== Exercise details ==
What number of lines in the entries below include the string "rows"? Respond with that number alone.

#### Exercise inputs

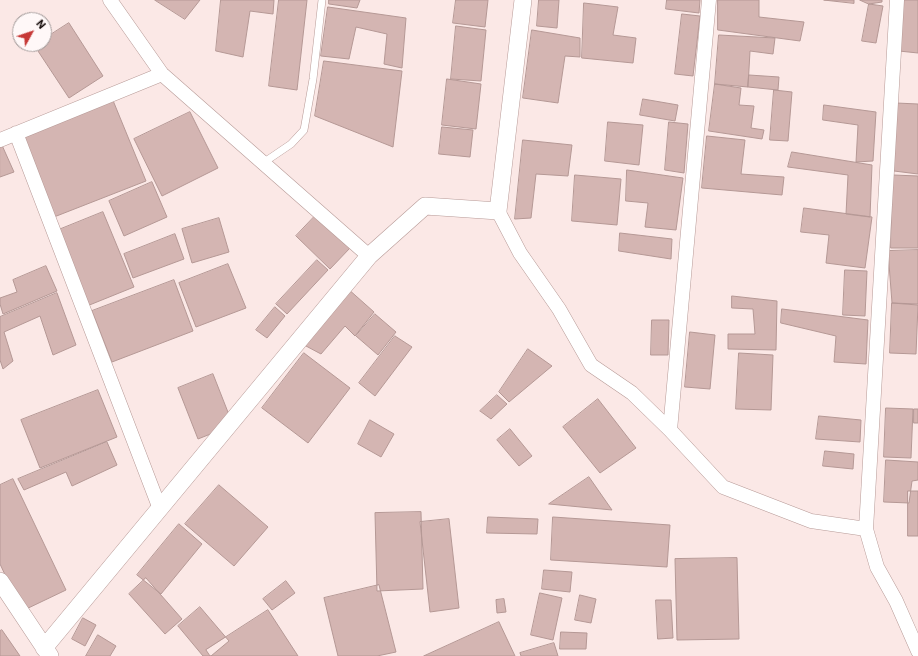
<!DOCTYPE html>
<style>
body{margin:0}
#map{position:relative;width:918px;height:656px;overflow:hidden;background:#fbe8e6;font-family:Roboto,sans-serif}
canvas{display:block}
.north{position:absolute;left:12px;top:12px;width:40px;height:40px;box-sizing:border-box;background:#fff8f8;border:1px solid #a19998;border-radius:50%;rotate:50deg;font-size:11px;font-weight:700;line-height:16px;text-align:center;color:#140a09}
.north::after{content:'';display:block;margin:auto;width:14px;height:18px;background:#c63836;clip-path:polygon(50% 0,100% 100%,50% 72%,0 100%)}
</style>
<div id="map">
<canvas width="918" height="656"></canvas>
<div class="north">N</div>
</div>
<script>
const c = document.querySelector('canvas').getContext('2d');
c.lineJoin = 'round';
function fillPath(path, color) {
  c.fillStyle = color;
  c.fill(path, 'evenodd');
}
function trace(path, color, width, dash) {
  c.strokeStyle = color;
  c.lineWidth = width;
  c.lineCap = dash ? 'butt' : 'round';
  c.setLineDash(dash || []);
  c.stroke(path);
}
const building = new Path2D(`
 M155 0H200L185 19Z
 M221 0H274L273 14 250 11 243 57 216 51Z
 M279 0H307L297 90 269 86Z
 M329 0H360L357 8 329 4Z
 M456 0H488L485 27 453 23Z
 M539 0H559L557 28 537 26Z
 M667 0H700L699 13 666 9Z
 M718 0H759V17L804 22 800 41 718 30Z
 M824 0H854V3Z
 M860 0H882V2L869 4Z
 M902 0H918V53L899 51Z
 M584 3 618 7 613 35 636 38 633 63 582 58Z
 M869 4 883 6 876 43 862 41Z
 M328 7 406 18 402 68 384 64 387 34 356 27 349 59 321 56Z
 M682 14 700 16 693 76 675 74Z
 M69 23 103 76 69 98 34 45 37 44H44V39Z
 M456 26 486 30 481 81 451 79Z
 M532 30 580 38V57L565 56 558 103 523 98Z
 M719 35 775 38 773 54 750 51 748 87 715 84Z
 M324 61 402 71 393 147 315 116Z
 M749 75 779 77 778 90 748 87Z
 M447 79 481 84 476 129 442 125Z
 M715 84 741 88 739 105 754 106 751 128 764 130 762 139 709 131Z
 M774 90 792 92 788 141 770 140Z
 M112 98 146 181 54 217 21 135Z
 M643 99 678 105 675 121 640 115Z
 M896 103 918 104V174L894 171Z
 M824 105 876 112 873 161 856 162 858 125 823 120Z
 M190 112 218 168 162 196 134 139Z
 M608 122 643 125 639 165 605 161Z
 M669 122 688 124 684 173 665 170Z
 M442 127 473 130 470 157 439 154Z
 M707 136 745 140 741 174 784 177 782 195 702 188Z
 M523 140 572 145 568 176 536 174 531 218 515 219Z
 M0 143H1L14 172 0 177Z
 M792 152 872 165 870 217 846 214 848 175 788 167Z
 M627 170 683 178 676 230 645 227 648 203 626 201Z
 M575 175 621 179 617 225 572 221Z
 M893 175 918 176V248H891Z
 M152 182 167 217 124 236 109 201Z
 M804 208 872 217 865 268 826 263 829 235 801 232Z
 M103 212 134 287 87 306 56 231Z
 M316 215 350 248 330 269 296 236Z
 M219 218 229 252 192 263 182 229Z
 M620 233 672 239 671 259 619 251Z
 M175 234 184 259 133 278 124 254Z
 M918 250V304L892 303 888 251Z
 M317 260 328 270 287 314 276 304Z
 M228 264 246 308 196 327 179 283Z
 M46 266 57 291 3 314 0 304V298L17 292 13 280Z
 M845 270 867 271 865 316 843 315Z
 M174 280 193 331 112 362 92 311Z
 M347 288 374 312 355 336 345 326 321 354 306 346Z
 M57 293 76 345 53 355 40 316 4 332 13 361 3 369 0 360V317Z
 M732 296 777 301 776 350 728 349V334H755L753 309 732 308Z
 M892 303 918 305 916 354 890 353Z
 M275 307 285 316 267 338 256 330Z
 M782 309 868 320 866 364 834 362 836 336 781 323Z
 M375 314 396 332 378 355 356 336Z
 M652 320H669L668 355H651Z
 M690 332 715 335 710 389 685 387Z
 M395 336 412 347 375 396 359 383Z
 M528 349 552 366 509 402 499 392Z
 M304 353 350 388 308 443 262 408Z
 M739 353 773 355 771 410 736 409Z
 M213 374 233 425 198 439 178 388Z
 M98 390 117 437 40 468 21 420Z
 M497 395 507 404 491 419 480 411Z
 M598 399 636 448 600 473 563 427Z
 M886 408 913 409 911 458 884 457Z
 M914 409H918V423H914Z
 M819 416 861 420 860 442 816 439Z
 M370 420 394 434 381 457 358 444Z
 M510 429 532 456 519 466 497 440Z
 M107 442 117 465 72 486 66 472 24 490 18 479Z
 M825 451 854 454 853 469 823 466Z
 M886 460 918 462V480L912 481 909 503 884 502Z
 M589 477 612 510 549 504Z
 M13 479 66 590 22 611 0 564V485Z
 M219 485 268 527 234 566 185 524Z
 M908 491H918V536H908Z
 M421 512 423 589 377 591 375 513Z
 M488 517 538 519 537 534 487 533Z
 M553 517 670 525 667 567 551 560Z
 M449 519 459 608 430 612 420 522Z
 M179 524 202 544 161 594 137 575Z
 M737 558 739 639 677 640 675 559Z
 M544 570 572 572 570 592 542 589Z
 M146 578 182 619 165 634 129 594Z
 M286 581 295 593 272 610 263 599Z
 M379 585 396 652 377 656H338L324 598Z
 M540 593 562 598 553 640 531 635Z
 M580 595 596 599 591 623 575 620Z
 M504 599 506 612 497 613 496 600Z
 M656 600H671L673 638 658 639Z
 M200 607 229 641 211 656H203L178 626Z
 M268 610 298 656H210L206 650Z
 M83 618 96 625 85 646 72 639Z
 M499 622 515 656H424Z
 M2 630 20 656H0V631Z
 M561 632 587 633 586 649H560Z
 M98 635 116 646 110 656H86Z
 M554 643 558 656H521L520 653Z`);
fillPath(building, '#d4b5b2');
trace(building, '#b59895', 1);
const service = new Path2D(`
 M263 163 291 144 304 130 313 79 322 0`);
const minor = new Path2D(`
 M110 0 162 74 369 256
 M897 0 866 529 877 567 896 601 918 651
 M16 133 160 509
 M0 140 162 74
 M498 211 520 253 559 309 591 365 632 393 670 430 723 487 811 521 866 529
 M670 430 709 0`);
const tertiary = new Path2D(`
 M0 581 50 656
 M44 648 369 256 425 206 498 211 523 0`);
trace(service, '#b79a97', 8);
trace(minor, '#b79a97', 15);
trace(tertiary, '#b79a97', 18);
trace(service, '#fff', 7);
trace(minor, '#fff', 14);
trace(tertiary, '#fff', 17);
</script>
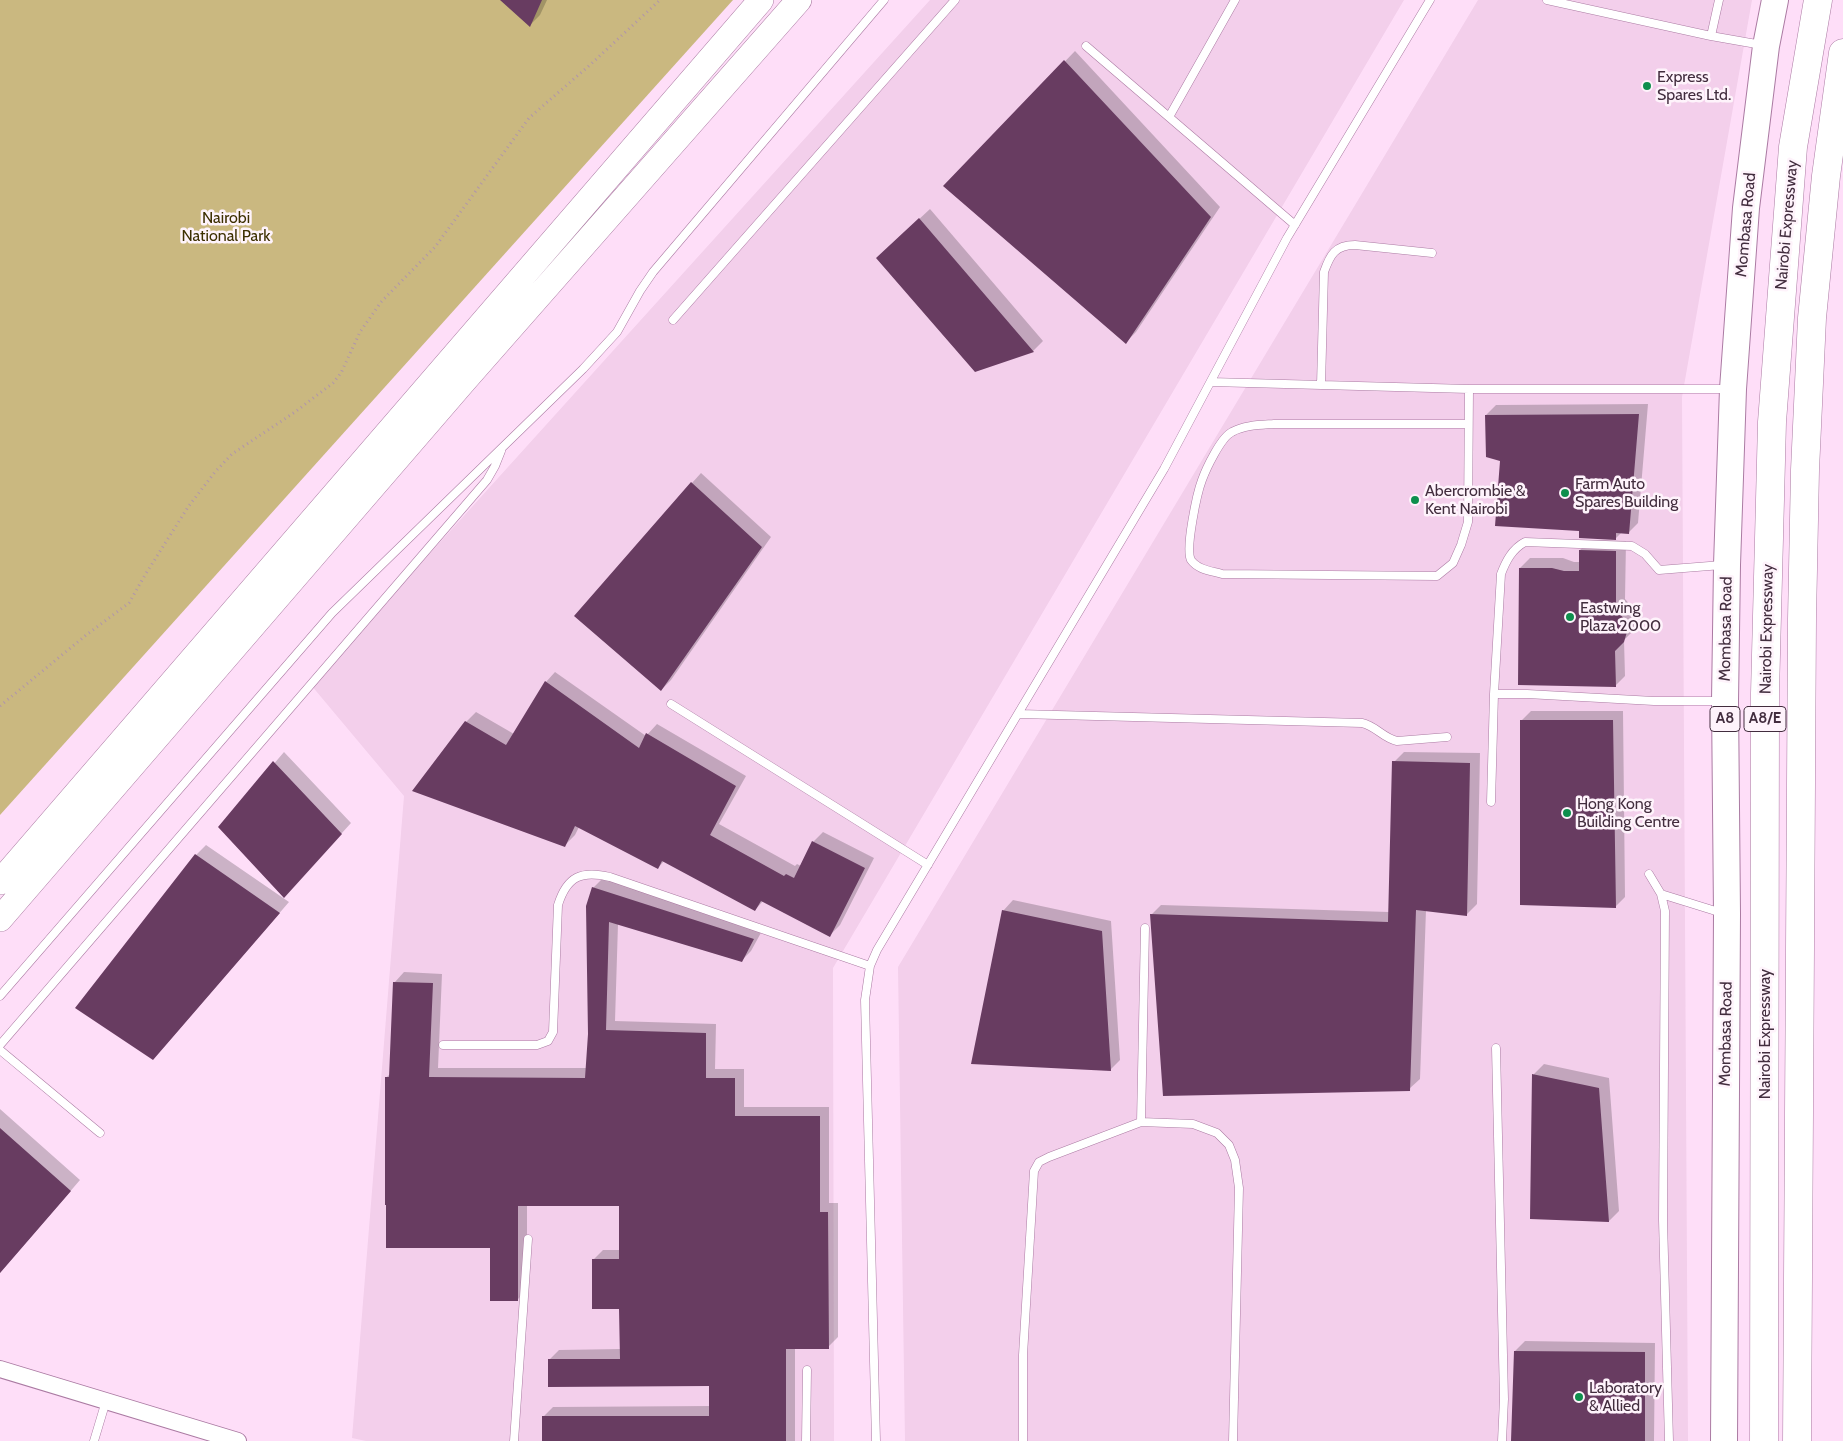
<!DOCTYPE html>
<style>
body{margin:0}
canvas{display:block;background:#fedef8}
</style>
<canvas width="1843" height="1441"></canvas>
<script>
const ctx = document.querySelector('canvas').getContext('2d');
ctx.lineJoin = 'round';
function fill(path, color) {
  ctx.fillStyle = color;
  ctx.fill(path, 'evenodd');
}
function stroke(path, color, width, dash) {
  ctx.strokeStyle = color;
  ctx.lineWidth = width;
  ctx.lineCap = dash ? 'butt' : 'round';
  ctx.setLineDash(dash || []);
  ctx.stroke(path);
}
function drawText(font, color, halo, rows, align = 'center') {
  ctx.font = font + ' Cabin,sans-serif';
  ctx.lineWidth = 5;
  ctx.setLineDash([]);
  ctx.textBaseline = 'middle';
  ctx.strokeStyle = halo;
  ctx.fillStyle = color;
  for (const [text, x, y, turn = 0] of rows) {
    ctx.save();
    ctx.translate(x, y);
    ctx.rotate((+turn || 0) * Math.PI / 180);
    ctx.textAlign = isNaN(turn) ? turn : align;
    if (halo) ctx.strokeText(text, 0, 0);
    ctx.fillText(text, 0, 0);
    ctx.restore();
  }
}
fill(new Path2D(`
 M930 0H1404L833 968 834 1441H366L352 1438 404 796 311 685Z
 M1478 0H1752L1682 397 1688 1441H905L898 967Z`), '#f3cfeb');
fill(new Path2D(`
 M0 0H733L0 815Z`), '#cab880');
fill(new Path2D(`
 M502 0H547L540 15 530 25Z
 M1075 51 1220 207 1136 332 1126 342 945 186Z
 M930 209 1043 341 1033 351 975 371 888 248Z
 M1648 404 1638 523 1628 533 1622 532 1616 538 1501 460 1486 415 1496 405Z
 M701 473 771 537 671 680 661 690 692 483Z
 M1590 540 1626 541 1625 599 1638 614 1634 630 1624 640 1625 676 1615 686 1520 568 1530 558H1563L1574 562H1580V550Z
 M555 672 646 736 657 724 746 776 719 824 795 866 797 864 801 866 813 842 823 832 874 858 840 925 830 935 763 901 755 910 664 861 658 868 579 827 575 835 565 845 466 722 476 712 514 734 546 682Z
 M1531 711H1623L1625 897 1615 907 1521 721Z
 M284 752 351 823 294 886 220 827Z
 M1404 752 1480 753 1477 904 1467 914 1426 910 1420 1079 1409 1089 1151 915 1161 905 1389 912 1394 762Z
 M206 845 289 902 163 1048 196 855Z
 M603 878 763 929 751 951 741 961 618 924 615 1021 716 1024 715 1069H744V1107H829V1203H838V1337L828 1347 795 1348V1441H544L543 1417 553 1407 710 1406V1385L549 1360 559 1350 621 1349V1308L593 1260 603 1250H621L620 1205 527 1204V1290L517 1300 492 1247 386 1078 390 1074 395 982 404 972 442 974 438 1068H587L590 1034 593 888Z
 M1013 900 1111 921 1120 1060 1110 1070 1003 911Z
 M1544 1064 1609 1078 1619 1211 1609 1221 1532 1218 1534 1074Z
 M0 1109 80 1180 0 1273Z
 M1525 1341 1655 1343 1654 1441H1513L1515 1351Z`), '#0003');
fill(new Path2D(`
 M500 0H542L530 27Z
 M1064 60 1211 217 1126 344 943 186Z
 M919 218 1034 352 975 372 876 258Z
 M1639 414 1629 534 1616 533V540L1579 538V531L1495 526 1500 461 1486 457 1485 415Z
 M691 482 762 547 661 691 574 616Z
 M1579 550 1616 551V609L1629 625 1624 642 1615 651 1616 687 1518 685 1519 568H1552L1564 571H1579Z
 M545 681 639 748 646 733 736 786 710 835 784 876 786 874 794 878 812 841 865 868 830 937 761 901 755 911 662 861 658 869 575 826 565 847 412 791 465 721 506 745Z
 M1520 720H1613L1616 908 1520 905Z
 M273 761 342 834 284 898 218 827Z
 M1392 761 1470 763 1467 916 1416 910 1410 1091 1163 1096 1150 914 1388 922Z
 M195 854 280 913 153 1060 75 1008Z
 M592 887 754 939 742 962 609 922 606 1030 706 1033V1078H735V1116H820V1212H828L829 1349H786V1441H542V1416H709V1386L548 1387V1359H620L619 1309H592V1259H619V1206H518V1301H490V1248H386V1205H385V1077H389L393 982 433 983 429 1077 585 1078 588 1034 586 906Z
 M1002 910 1102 931 1111 1071 971 1064Z
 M1532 1074 1599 1088 1609 1222 1530 1219Z
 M0 1128 71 1191 0 1273Z
 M1514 1351 1645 1352V1441H1511Z`), '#683c61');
const service = new Path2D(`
 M1547 0 1711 36 1762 45
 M1711 36 1719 0
 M1086 46 1295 225
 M1169 117 1235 0
 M673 320 955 0
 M1211 382 1469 389H1729
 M1321 385 1324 272C1330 255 1335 245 1355 245L1432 253
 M1468 424H1274C1260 425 1245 425 1232 432 1221 437 1206 469 1202 480 1197 493 1185 549 1191 560 1198 570 1212 571 1222 574L1437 576 1453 563 1461 545 1468 522 1469 389
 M1494 694 1501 574C1506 561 1512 549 1525 542L1632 546 1645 554 1659 570 1722 565
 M671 704 928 865
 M1019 714 1362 723C1376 726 1383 738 1397 741L1447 737
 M1491 802 1494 694H1527L1654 701H1720
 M1649 874 1661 894 1722 913
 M1661 894 1665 911 1663 1220 1669 1441
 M0 996 332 613 583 369 617 332 640 291 653 272 884 0
 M0 1045 487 480 495 466 501 451
 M443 1045H537L548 1041 553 1032 558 905C567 876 582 870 610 877L870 966
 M1496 1048 1504 1399 1502 1441
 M0 1050 100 1133
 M1141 1122 1145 928
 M94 1441 106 1401
 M514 1441 528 1239
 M806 1441 807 1370
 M876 1441 865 1000 870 966 877 950 1164 469 1287 238 1430 0
 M1023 1441V1355L1034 1171 1039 1162 1049 1157 1141 1122 1193 1124 1217 1133 1229 1145 1235 1160 1239 1188 1233 1441`);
const minor = new Path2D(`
 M0 1369 238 1441`);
const primary = new Path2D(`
 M0 882 761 0
 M0 919 464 381 799 0`);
const trunk = new Path2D(`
 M1724 1441 1727 914 1725 701 1727 565 1733 389 1746 208 1766 46 1775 0`);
const motorway = new Path2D(`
 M1764 1441 1765 693 1772 422 1793 147 1818 0
 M1797 1441 1802 619 1805 470 1812 318 1826 176 1843 53`);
stroke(service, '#ab7ba3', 9);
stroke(minor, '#ab7ba3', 18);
stroke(primary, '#ab7ba3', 26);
stroke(trunk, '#ab7ba3', 28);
stroke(motorway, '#ab7ba3', 29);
stroke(new Path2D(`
 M0 706 85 636 129 603 145 575 188 507 215 472 232 454 295 412 333 383 341 373 360 332 381 302 435 247 529 118 591 64 660 0`), '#b195ab', 3, [1, 4]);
stroke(service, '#fff', 8);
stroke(minor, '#fff', 16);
stroke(primary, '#fff', 25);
stroke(trunk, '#fff', 26);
stroke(motorway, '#fff', 28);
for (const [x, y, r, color] of [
 [1647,86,5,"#0e8f4d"],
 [1565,493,5,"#0e8f4d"],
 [1415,500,5,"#0e8f4d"],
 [1570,617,5,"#0e8f4d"],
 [1567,813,5,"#0e8f4d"],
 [1579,1397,5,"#0e8f4d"]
]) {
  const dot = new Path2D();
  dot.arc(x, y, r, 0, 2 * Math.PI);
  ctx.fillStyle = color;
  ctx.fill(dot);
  stroke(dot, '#fef3fb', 2);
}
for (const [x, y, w] of [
 [1725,719,30],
 [1765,719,42]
]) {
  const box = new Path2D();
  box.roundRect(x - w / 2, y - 12.5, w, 25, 4);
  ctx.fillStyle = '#fef3fb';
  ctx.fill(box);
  stroke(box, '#422d3e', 1);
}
drawText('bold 15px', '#422d3e', null, [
 ["A8",1725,719],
 ["A8/E",1765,719]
]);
drawText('16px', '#422d3e', '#fef3fb', [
 ["Express",1657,77],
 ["Spares Ltd.",1657,95],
 ["Farm Auto",1575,484],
 ["Spares Building",1575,502],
 ["Abercrombie &",1425,491],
 ["Kent Nairobi",1425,509],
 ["Eastwing",1580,608],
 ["Plaza 2000",1580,626],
 ["Hong Kong",1577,804],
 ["Building Centre",1577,822],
 ["Laboratory",1589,1388],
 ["& Allied",1589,1406]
], 'left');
drawText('16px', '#3c2f00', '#fef3fb', [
 ["Nairobi",226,218],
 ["National Park",226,236]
]);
drawText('16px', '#422d3e', '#fef3fb', [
 ["Mombasa Road",1746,225,-85],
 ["Nairobi Expressway",1787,225,-85],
 ["Mombasa Road",1726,629,-89],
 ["Nairobi Expressway",1767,629,-89],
 ["Mombasa Road",1726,1034,-89],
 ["Nairobi Expressway",1765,1034,-90]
]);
</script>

########

== Task response ==
2